Next month, around the time students and teachers are taking off for spring break, David and Keri Howard will be celebrating their 18th wedding anniversary.

The Howards’ anniversary highlights the nearly two decades the pair have spent associated with Vestavia Hills City Schools.

This school year, David Howard, Vestavia Hills High School’s assistant principal, started his 20th year in the school system.

In that time he has served as an eighth-grade science teacher at Pizitz Middle School as well as at the central office and in his current position.

“My whole career has been in Vestavia,” he said.

Keri Howard is the school counselor at Liberty Park Middle school, and their daughter Amelia attends Vestavia Hills Elementary Liberty Park next door.

The Howards met at the University of Alabama, where both were studying to become teachers.

In 1997, as he was preparing to enter graduate school and realized he needed a job, David Howard said, he attended a career fair at UA.

“Lo and behold, I get a call to come up to Vestavia and interview at Pizitz,” he said.

As the couple was dating at the time, Keri Howard tagged along, opting to sit outside and get some work done while he met with the school administration.

“I sat in the car while he interviewed,” she said, recalling the day trip to Birmingham with a laugh.

When his interviewers asked about his family and personal life, David Howard told them she had come with him, and they immediately told him to bring her inside.

“They were just so welcoming and inviting, and showed us around the school, and that was how we ended up here in Birmingham,” he said. “It all started from there.”

Keri Howard said she finished her degree and got her first teaching job in Tuscaloosa, but once the couple tied the knot she began to look for work in Birmingham.

She first took a position at Glenwood Health Center.

When Vestavia decided to add a life skills unit at Vestavia Hills Elementary Central, she said, her husband was able to connect her to the right people, and she got a job as a special education teacher.

“Really, he brought me here,” she said.

Though they work in different buildings, David Howard said that a lot of what they do is similar at its core.

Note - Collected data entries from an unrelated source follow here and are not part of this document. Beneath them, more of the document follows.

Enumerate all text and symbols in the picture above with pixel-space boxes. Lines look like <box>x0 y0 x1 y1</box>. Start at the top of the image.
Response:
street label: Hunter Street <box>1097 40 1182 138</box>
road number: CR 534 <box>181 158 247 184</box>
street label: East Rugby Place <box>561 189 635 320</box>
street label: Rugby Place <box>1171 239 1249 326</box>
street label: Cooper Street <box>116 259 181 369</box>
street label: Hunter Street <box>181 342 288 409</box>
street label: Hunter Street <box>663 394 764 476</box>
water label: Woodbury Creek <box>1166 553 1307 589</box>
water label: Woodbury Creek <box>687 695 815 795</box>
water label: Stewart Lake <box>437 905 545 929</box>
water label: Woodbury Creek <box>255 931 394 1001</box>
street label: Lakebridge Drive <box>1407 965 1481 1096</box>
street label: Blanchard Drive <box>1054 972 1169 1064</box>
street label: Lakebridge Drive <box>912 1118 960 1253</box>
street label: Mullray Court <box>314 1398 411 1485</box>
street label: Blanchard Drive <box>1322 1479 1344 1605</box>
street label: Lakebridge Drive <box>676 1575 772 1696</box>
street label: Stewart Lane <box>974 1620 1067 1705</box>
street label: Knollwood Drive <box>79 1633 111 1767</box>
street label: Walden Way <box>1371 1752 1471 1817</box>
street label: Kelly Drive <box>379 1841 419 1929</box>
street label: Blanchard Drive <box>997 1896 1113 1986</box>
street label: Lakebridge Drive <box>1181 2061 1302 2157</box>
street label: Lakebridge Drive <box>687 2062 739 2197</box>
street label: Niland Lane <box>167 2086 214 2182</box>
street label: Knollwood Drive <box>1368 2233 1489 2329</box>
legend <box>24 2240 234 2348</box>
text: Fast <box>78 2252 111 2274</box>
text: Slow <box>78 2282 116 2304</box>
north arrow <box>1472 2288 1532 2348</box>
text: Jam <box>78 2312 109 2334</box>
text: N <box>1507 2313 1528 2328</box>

“With what I do and what she does, we kind of do similar things,” he said. While a lot of his job description deals with discipline, the root of those student issues generally are emotional or situational.

“That all starts with hearing stories,” he said.

Keri Howard agreed.

“And sometimes it is good, because if there’s a problem and I don’t  have a solution or I need advice about how to handle this or that, that’s nice too to be able to bounce ideas off of each other,” she said.

Being a couple working in the same field, but not working at the same location, has unique challenges, the couple said, perhaps different than if they owned a business together or taught at the same school.

Primarily, Keri Howard said, the challenge is leaving work at work — not bringing the stress or details of a tough day home.

“There are times that we kind of have to compare notes and discuss some things, but for the most part, when we’re home: we’re home,” she said.

For any new couples facing working in the same industry or same workplace, the Howards had one major piece of advice: stay focused on what matters.

“Definitely just keeping family centered in what you are striving to do,” David said.